Structure of the data file and the layout rules

You can use any data format so long as it is XML.
— Freely adapted from Henry Ford

Data source: XML - well-formed and structured

The first prerequisite is that the data source is in XML (Extensible Markup Language) format. Other formats are not processed with the Publisher (using the Lua filter, CSV and Excel files can also be processed). In practice, this does not matter because all (structured) data can be converted into XML format.

Often people ask how the data XML must be structured. The answer is simple: there are no specifications, except that the XML must comply with the usual rules (well-formedness). These rules are listed in the glossary.

In addition, there are useful structuring recommendations:

  1. The data should appear in the XML tree when it is needed. Data processing in the Publisher costs time and memory, so the information should be available where it is needed. There are of course exceptions. For example, global settings (colors, texts to be translated and so on) can be defined at the beginning of the file.
  2. Different representations (variants) must be readable from the data. If, for example, a page change is to occur for a new article group (in the product catalog), a change of article group must be recognizable in the data.
  3. The data should be as structured as possible. For example, a product catalog could contain article numbers in the form 123-12345. If the first three digits represent the article group, this could be recognized with regular expressions. It is simpler if the article group is already created in the data structure, so that no recognition is required.
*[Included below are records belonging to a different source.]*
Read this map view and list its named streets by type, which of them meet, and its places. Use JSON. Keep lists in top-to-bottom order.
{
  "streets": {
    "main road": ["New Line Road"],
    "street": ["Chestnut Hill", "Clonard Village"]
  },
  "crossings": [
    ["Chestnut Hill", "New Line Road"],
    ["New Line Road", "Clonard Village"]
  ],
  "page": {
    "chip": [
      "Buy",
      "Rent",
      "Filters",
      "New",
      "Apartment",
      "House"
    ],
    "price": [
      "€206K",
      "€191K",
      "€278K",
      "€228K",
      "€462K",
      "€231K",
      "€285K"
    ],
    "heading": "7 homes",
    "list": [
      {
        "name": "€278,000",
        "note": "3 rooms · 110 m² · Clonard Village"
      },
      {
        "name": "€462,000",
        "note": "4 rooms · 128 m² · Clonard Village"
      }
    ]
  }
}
A simple example for the arrangement:

<productdata>
  <globalsettings>
    ...
  </globalsettings>
  <articlegroup name="interior lights" number="123">
    <article number="123-12345">
      <property1>...</property1>
      <property2>...</property2>
    </article>
    <article number="123-12346">
      <property1>...</property1>
      <property2>...</property2>
    </article>
  </articlegroup>
  <articlegroup name="exterior lights" number="124">
    <article number="124-23456">
      <property1>...</property1>
      <property2>...</property2>
    </article>
    <article number="124-54321">
      <property1>...</property1>
      <property2>...</property2>
    </article>
  </articlegroup>
</productdata>

Redundancy does not hurt here, on the contrary. Since the article group in the example has a clear sequence of digits (123 or 124), the last five digits would be sufficient for the articles. You can assemble the number from articlegroup/@number, - and article/@number yourself. To save yourself the step, simply save the complete number on the article.

To summarize it: If you have the possibility to influence the structure of the data: better save too much information than too little. Experiment with the order of the data, sometimes the right structure makes layout creation much easier.

How do you access the data from the layout?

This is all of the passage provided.